While it is a great function to use, you are using in the wrong situations.

For every time you use it, you are getting an array of elements with a class that you passed in to the function. Why not just use document.getElementsByClassName?

Sure, it takes a little bit longer to type but it's faster.

This about it: the querySelector function has to read the argument passed in and, based on it's syntax ('.' for classes, '#' for ids, and a few more), scan the document in a way unique to each type of identification (id, class, etc).

Wouldn't it be easier for the function to know that it was going to look for one class and for one class only?

Semicolons

They aren't entirely necessary, and the interpreter probably adds them in for you, but your code looks like JavaScript when you put them in (at least in my opinion).

HTML indentation

Your divs are perfectly indented, but when you go down to your as, you start to try and clump them on to one line.

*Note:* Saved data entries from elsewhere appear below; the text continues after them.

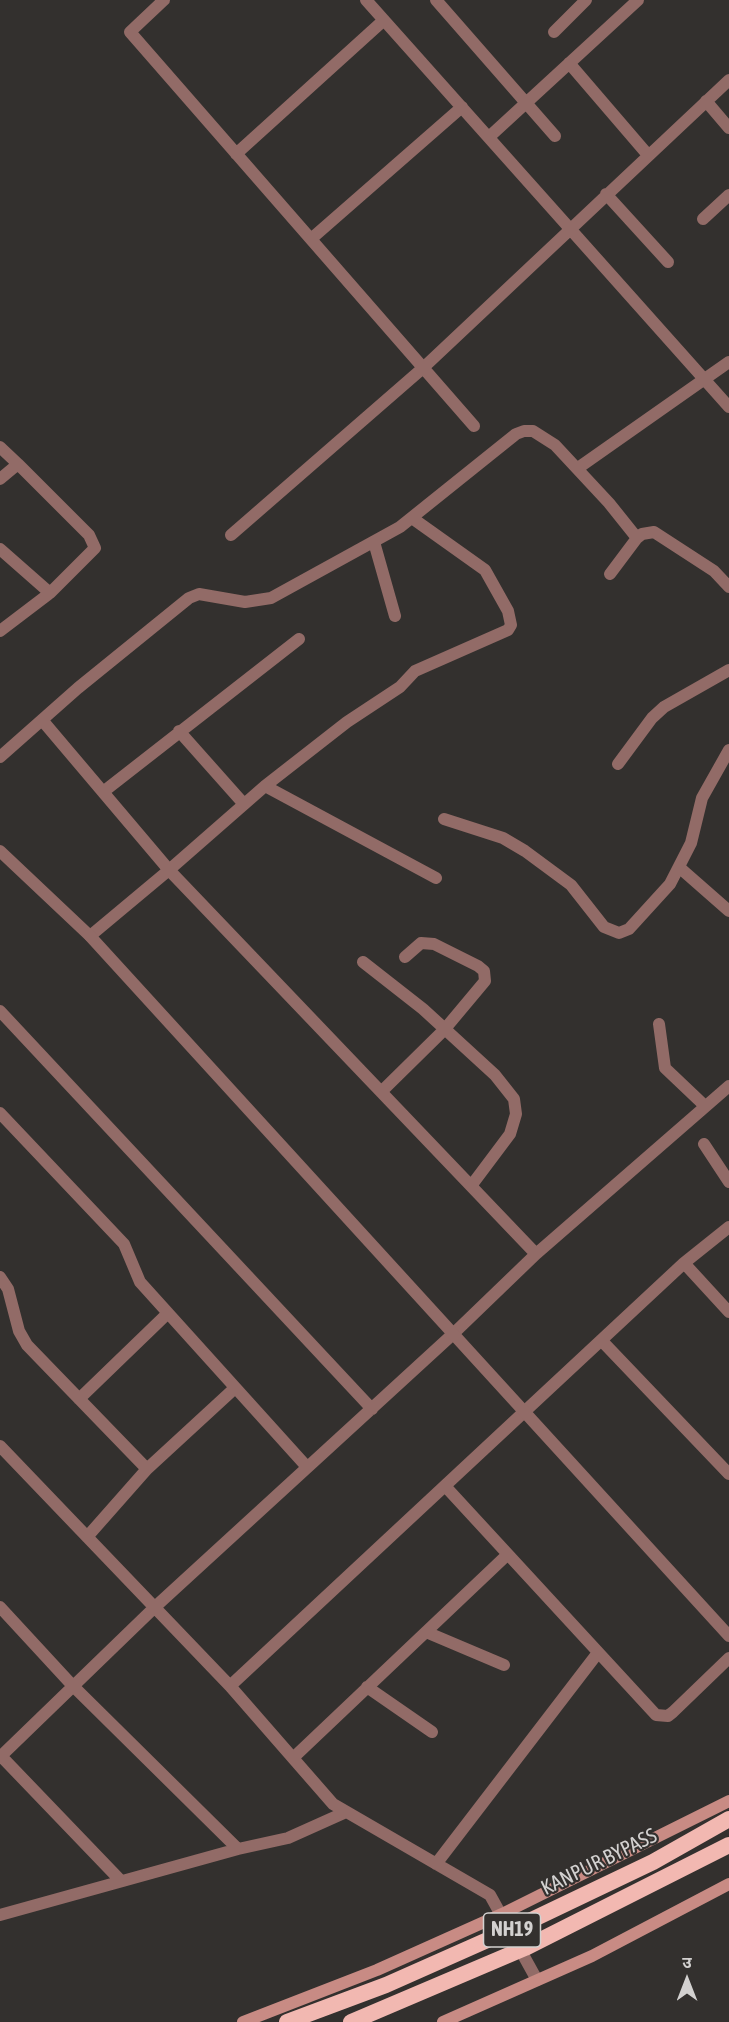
<!DOCTYPE html>
<meta charset="utf-8">
<style>
body{margin:0}
#map{position:relative;width:729px;height:2022px;overflow:hidden;background:#33302e;font-family:"Asap Condensed","Noto Sans Devanagari",sans-serif}
canvas{display:block}
.north{position:absolute;left:657px;top:1950px;width:60px;height:60px;-webkit-text-stroke:4px #33302e;paint-order:stroke;rotate:0deg;font-size:16px;font-weight:700;line-height:24px;text-align:center;color:#d3d1d0}
.north::after{content:'';display:block;margin:auto;width:21px;height:27px;background:#d3d1d0;clip-path:polygon(50% 0,100% 100%,50% 72%,0 100%)}
</style>
<div id="map">
<canvas width="729" height="2022"></canvas>
<div class="north">उ</div>
</div>
<script>
const ctx = document.querySelector('canvas').getContext('2d');
ctx.lineJoin = 'round';
function toPath(rows) {
  const path = new Path2D();
  for (const r of rows) {
    path.moveTo(r[0], r[1]);
    for (let i = 2; i < r.length; i += 2) path.lineTo(r[i], r[i + 1]);
  }
  return path;
}
function stroke(path, color, width, dash) {
  ctx.strokeStyle = color;
  ctx.lineWidth = width;
  ctx.lineCap = dash ? 'butt' : 'round';
  ctx.setLineDash(dash || []);
  ctx.stroke(path);
}
function write(font, color, halo, rows, align = 'center') {
  ctx.font = font + ' "Asap Condensed",sans-serif';
  ctx.lineWidth = 4.5;
  ctx.setLineDash([]);
  ctx.textBaseline = 'middle';
  ctx.strokeStyle = halo;
  ctx.fillStyle = color;
  for (const [text, x, y, turn = 0] of rows) {
    ctx.save();
    ctx.translate(x, y);
    ctx.rotate((+turn || 0) * Math.PI / 180);
    ctx.textAlign = isNaN(turn) ? turn : align;
    if (halo) ctx.strokeText(text, 0, 0);
    ctx.fillText(text, 0, 0);
    ctx.restore();
  }
}
stroke(toPath([
 [164,0,130,32,474,426],
 [366,0,729,407],
 [436,0,555,136],
 [554,32,586,0],
 [569,63,648,155],
 [706,101,729,128],
 [489,137,638,0],
 [236,154,384,20],
 [606,194,668,262],
 [703,219,729,195],
 [311,239,462,107],
 [0,447,18,464,0,479],
 [578,468,729,362],
 [231,535,423,368,729,80],
 [374,542,395,616],
 [0,549,50,593],
 [610,574,637,538,642,534,654,532,714,571,729,587],
 [0,631,50,593,95,548,89,535,18,464],
 [42,720,169,870,265,786,347,722,400,687,415,671,508,630,511,625,508,611,485,570,412,518],
 [179,731,243,803],
 [0,757,78,688,189,598,199,594,245,602,271,598,400,527,516,434,524,431,533,431,555,445,609,503,637,538],
 [618,764,652,718,664,707,729,670],
 [265,786,436,878],
 [103,792,299,639],
 [444,819,503,838,525,851,571,885,604,927,619,933,629,929,670,884,691,843,702,798,729,750],
 [680,868,729,911],
 [90,936,169,870,536,1254],
 [363,962,423,1009,495,1075,514,1099,516,1114,510,1134,471,1186],
 [0,1011,372,1409],
 [659,1024,665,1068,705,1106],
 [381,1092,444,1030,485,981,484,971,478,966,434,944,421,943,405,957],
 [0,1113,124,1244,140,1282,307,1467],
 [704,1144,729,1182],
 [684,1263,729,1227],
 [0,1277,8,1289,19,1331,27,1345,147,1469],
 [601,1340,729,1474],
 [79,1399,168,1313],
 [0,1446,230,1686,333,1804,490,1895,537,1980],
 [445,1486,656,1715,668,1716,673,1712,729,1658],
 [87,1537,147,1469,235,1388],
 [0,1607,72,1685,238,1849],
 [426,1632,504,1665],
 [230,1686,684,1263,729,1312],
 [367,1687,432,1732],
 [0,1755,121,1881],
 [0,1757,155,1607,453,1334,536,1254,729,1086],
 [293,1758,507,1555],
 [436,1864,597,1654],
 [0,1915,238,1849,288,1838,346,1812]
]), '#926b67', 12);
stroke(toPath([
 [0,851,90,936,729,1636]
]), '#926b67', 12);
stroke(toPath([
 [243,2022,377,1970,502,1914,729,1801],
 [443,2022,592,1956,729,1884]
]), '#c88b84', 12);
stroke(toPath([
 [287,2022,386,1985,519,1926,653,1862,729,1819],
 [351,2022,525,1948,729,1845]
]), '#f2b8b1', 16);
for (const [x, y, w] of [
 [512,1930,57]
]) {
  const box = new Path2D();
  box.roundRect(x - w / 2, y - 17, w, 34, 4.5);
  ctx.fillStyle = '#33302e';
  ctx.fill(box);
  stroke(box, '#d3d1d0', 1.5);
}
write('bold 20px', '#d3d1d0', null, [
 ["NH19",512,1930]
]);
write('21px', '#d3d1d0', '#33302e', [
 ["KANPUR BYPASS",599,1862,-26]
]);
</script>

Originally, when I was looking at the a tag(s), I thought it was one really long a tag.

JavaScript indentation

For the most part, it's really good. But there is one section that is bothering me: your public methods section.

I actually had to post this in to JSFiddle and click "Tidy up" to understand what was going on there.

I believe the problem is the closing bracket of nextSlide; it is too far back, and it looks like it is closing publicMethod.

Built in output

In the sendInTheClone method of publicMethod, it uses the function alert.

Not everyone using this module may want an alert popping up on their screen; maybe they want it written to the DOM, or maybe they use custom pop-up boxes.

(Excuse this section ("Built in output") if I misunderstood your sendInTheClone function)

Good things:

  1. Contrary to what people have been commenting, I think that the big comments going across your code to split it up is a good idea. In my opinion, it helps with legibility.

  2. The use of publicMethod. It's a pretty good idea; I like it.